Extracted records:

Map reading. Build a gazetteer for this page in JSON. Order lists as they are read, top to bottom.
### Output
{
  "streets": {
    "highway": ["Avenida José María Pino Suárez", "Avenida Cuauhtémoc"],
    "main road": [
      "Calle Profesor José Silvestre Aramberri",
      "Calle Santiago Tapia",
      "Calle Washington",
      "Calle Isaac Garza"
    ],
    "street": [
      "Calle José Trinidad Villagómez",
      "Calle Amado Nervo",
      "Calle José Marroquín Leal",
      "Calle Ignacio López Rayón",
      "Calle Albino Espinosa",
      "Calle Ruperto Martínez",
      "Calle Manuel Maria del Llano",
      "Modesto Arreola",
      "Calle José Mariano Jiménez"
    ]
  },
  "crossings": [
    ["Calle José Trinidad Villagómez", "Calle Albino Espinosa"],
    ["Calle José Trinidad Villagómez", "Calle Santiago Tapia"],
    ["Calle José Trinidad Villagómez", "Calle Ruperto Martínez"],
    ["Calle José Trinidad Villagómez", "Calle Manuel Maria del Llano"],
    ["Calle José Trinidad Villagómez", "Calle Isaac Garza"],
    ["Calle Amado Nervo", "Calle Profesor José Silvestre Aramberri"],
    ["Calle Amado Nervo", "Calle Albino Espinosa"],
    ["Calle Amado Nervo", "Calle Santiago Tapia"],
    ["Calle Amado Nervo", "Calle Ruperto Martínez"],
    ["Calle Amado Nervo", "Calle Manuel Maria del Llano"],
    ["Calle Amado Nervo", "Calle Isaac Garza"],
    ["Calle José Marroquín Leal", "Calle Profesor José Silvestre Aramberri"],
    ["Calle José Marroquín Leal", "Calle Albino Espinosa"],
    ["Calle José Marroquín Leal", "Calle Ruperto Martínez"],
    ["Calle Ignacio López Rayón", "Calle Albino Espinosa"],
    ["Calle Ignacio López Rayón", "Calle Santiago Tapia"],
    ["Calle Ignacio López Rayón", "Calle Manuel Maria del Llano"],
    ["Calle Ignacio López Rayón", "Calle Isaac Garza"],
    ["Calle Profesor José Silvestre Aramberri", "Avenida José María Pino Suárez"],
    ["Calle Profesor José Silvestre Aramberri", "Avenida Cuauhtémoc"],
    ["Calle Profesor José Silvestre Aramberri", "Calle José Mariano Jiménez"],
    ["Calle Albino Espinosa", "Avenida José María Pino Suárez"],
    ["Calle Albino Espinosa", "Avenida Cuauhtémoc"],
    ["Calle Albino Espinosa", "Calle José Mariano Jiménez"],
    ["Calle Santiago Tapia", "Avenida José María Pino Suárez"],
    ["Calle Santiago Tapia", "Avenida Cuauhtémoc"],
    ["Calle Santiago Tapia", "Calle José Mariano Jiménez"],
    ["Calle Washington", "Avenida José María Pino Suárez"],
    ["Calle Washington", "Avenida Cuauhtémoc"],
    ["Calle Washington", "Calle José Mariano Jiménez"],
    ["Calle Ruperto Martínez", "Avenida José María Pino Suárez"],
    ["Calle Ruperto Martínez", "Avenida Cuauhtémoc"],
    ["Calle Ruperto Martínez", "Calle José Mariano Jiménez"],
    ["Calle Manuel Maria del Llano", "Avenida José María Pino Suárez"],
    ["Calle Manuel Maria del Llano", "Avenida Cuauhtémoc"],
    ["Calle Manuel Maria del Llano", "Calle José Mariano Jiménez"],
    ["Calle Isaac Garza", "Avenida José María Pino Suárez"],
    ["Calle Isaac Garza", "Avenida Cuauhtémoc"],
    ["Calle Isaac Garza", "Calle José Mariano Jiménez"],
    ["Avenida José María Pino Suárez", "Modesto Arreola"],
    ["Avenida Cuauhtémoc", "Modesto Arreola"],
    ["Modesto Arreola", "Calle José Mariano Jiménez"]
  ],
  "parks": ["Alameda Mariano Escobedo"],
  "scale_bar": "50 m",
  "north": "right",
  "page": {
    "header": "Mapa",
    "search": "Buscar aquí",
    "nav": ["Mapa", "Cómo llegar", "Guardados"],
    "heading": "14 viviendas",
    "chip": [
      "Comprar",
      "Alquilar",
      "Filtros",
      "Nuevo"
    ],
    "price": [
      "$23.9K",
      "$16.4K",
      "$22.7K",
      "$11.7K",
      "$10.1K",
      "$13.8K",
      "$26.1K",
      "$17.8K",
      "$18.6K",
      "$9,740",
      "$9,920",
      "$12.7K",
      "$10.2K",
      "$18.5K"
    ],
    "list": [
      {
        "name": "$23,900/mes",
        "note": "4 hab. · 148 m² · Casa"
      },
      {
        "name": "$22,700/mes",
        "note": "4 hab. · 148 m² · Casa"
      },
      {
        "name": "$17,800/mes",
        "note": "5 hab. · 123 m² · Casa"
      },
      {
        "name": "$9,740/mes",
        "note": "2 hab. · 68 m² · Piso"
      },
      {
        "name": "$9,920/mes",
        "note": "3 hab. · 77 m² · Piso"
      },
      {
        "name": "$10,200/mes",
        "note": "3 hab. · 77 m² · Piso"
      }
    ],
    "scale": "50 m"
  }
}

**TASK DETAILS:**
Now write the data shown above out again, word for word.

**TASK ANSWER:**
Map reading. Build a gazetteer for this page in JSON. Order lists as they are read, top to bottom.
### Output
{
  "streets": {
    "highway": ["Avenida José María Pino Suárez", "Avenida Cuauhtémoc"],
    "main road": [
      "Calle Profesor José Silvestre Aramberri",
      "Calle Santiago Tapia",
      "Calle Washington",
      "Calle Isaac Garza"
    ],
    "street": [
      "Calle José Trinidad Villagómez",
      "Calle Amado Nervo",
      "Calle José Marroquín Leal",
      "Calle Ignacio López Rayón",
      "Calle Albino Espinosa",
      "Calle Ruperto Martínez",
      "Calle Manuel Maria del Llano",
      "Modesto Arreola",
      "Calle José Mariano Jiménez"
    ]
  },
  "crossings": [
    ["Calle José Trinidad Villagómez", "Calle Albino Espinosa"],
    ["Calle José Trinidad Villagómez", "Calle Santiago Tapia"],
    ["Calle José Trinidad Villagómez", "Calle Ruperto Martínez"],
    ["Calle José Trinidad Villagómez", "Calle Manuel Maria del Llano"],
    ["Calle José Trinidad Villagómez", "Calle Isaac Garza"],
    ["Calle Amado Nervo", "Calle Profesor José Silvestre Aramberri"],
    ["Calle Amado Nervo", "Calle Albino Espinosa"],
    ["Calle Amado Nervo", "Calle Santiago Tapia"],
    ["Calle Amado Nervo", "Calle Ruperto Martínez"],
    ["Calle Amado Nervo", "Calle Manuel Maria del Llano"],
    ["Calle Amado Nervo", "Calle Isaac Garza"],
    ["Calle José Marroquín Leal", "Calle Profesor José Silvestre Aramberri"],
    ["Calle José Marroquín Leal", "Calle Albino Espinosa"],
    ["Calle José Marroquín Leal", "Calle Ruperto Martínez"],
    ["Calle Ignacio López Rayón", "Calle Albino Espinosa"],
    ["Calle Ignacio López Rayón", "Calle Santiago Tapia"],
    ["Calle Ignacio López Rayón", "Calle Manuel Maria del Llano"],
    ["Calle Ignacio López Rayón", "Calle Isaac Garza"],
    ["Calle Profesor José Silvestre Aramberri", "Avenida José María Pino Suárez"],
    ["Calle Profesor José Silvestre Aramberri", "Avenida Cuauhtémoc"],
    ["Calle Profesor José Silvestre Aramberri", "Calle José Mariano Jiménez"],
    ["Calle Albino Espinosa", "Avenida José María Pino Suárez"],
    ["Calle Albino Espinosa", "Avenida Cuauhtémoc"],
    ["Calle Albino Espinosa", "Calle José Mariano Jiménez"],
    ["Calle Santiago Tapia", "Avenida José María Pino Suárez"],
    ["Calle Santiago Tapia", "Avenida Cuauhtémoc"],
    ["Calle Santiago Tapia", "Calle José Mariano Jiménez"],
    ["Calle Washington", "Avenida José María Pino Suárez"],
    ["Calle Washington", "Avenida Cuauhtémoc"],
    ["Calle Washington", "Calle José Mariano Jiménez"],
    ["Calle Ruperto Martínez", "Avenida José María Pino Suárez"],
    ["Calle Ruperto Martínez", "Avenida Cuauhtémoc"],
    ["Calle Ruperto Martínez", "Calle José Mariano Jiménez"],
    ["Calle Manuel Maria del Llano", "Avenida José María Pino Suárez"],
    ["Calle Manuel Maria del Llano", "Avenida Cuauhtémoc"],
    ["Calle Manuel Maria del Llano", "Calle José Mariano Jiménez"],
    ["Calle Isaac Garza", "Avenida José María Pino Suárez"],
    ["Calle Isaac Garza", "Avenida Cuauhtémoc"],
    ["Calle Isaac Garza", "Calle José Mariano Jiménez"],
    ["Avenida José María Pino Suárez", "Modesto Arreola"],
    ["Avenida Cuauhtémoc", "Modesto Arreola"],
    ["Modesto Arreola", "Calle José Mariano Jiménez"]
  ],
  "parks": ["Alameda Mariano Escobedo"],
  "scale_bar": "50 m",
  "north": "right",
  "page": {
    "header": "Mapa",
    "search": "Buscar aquí",
    "nav": ["Mapa", "Cómo llegar", "Guardados"],
    "heading": "14 viviendas",
    "chip": [
      "Comprar",
      "Alquilar",
      "Filtros",
      "Nuevo"
    ],
    "price": [
      "$23.9K",
      "$16.4K",
      "$22.7K",
      "$11.7K",
      "$10.1K",
      "$13.8K",
      "$26.1K",
      "$17.8K",
      "$18.6K",
      "$9,740",
      "$9,920",
      "$12.7K",
      "$10.2K",
      "$18.5K"
    ],
    "list": [
      {
        "name": "$23,900/mes",
        "note": "4 hab. · 148 m² · Casa"
      },
      {
        "name": "$22,700/mes",
        "note": "4 hab. · 148 m² · Casa"
      },
      {
        "name": "$17,800/mes",
        "note": "5 hab. · 123 m² · Casa"
      },
      {
        "name": "$9,740/mes",
        "note": "2 hab. · 68 m² · Piso"
      },
      {
        "name": "$9,920/mes",
        "note": "3 hab. · 77 m² · Piso"
      },
      {
        "name": "$10,200/mes",
        "note": "3 hab. · 77 m² · Piso"
      }
    ],
    "scale": "50 m"
  }
}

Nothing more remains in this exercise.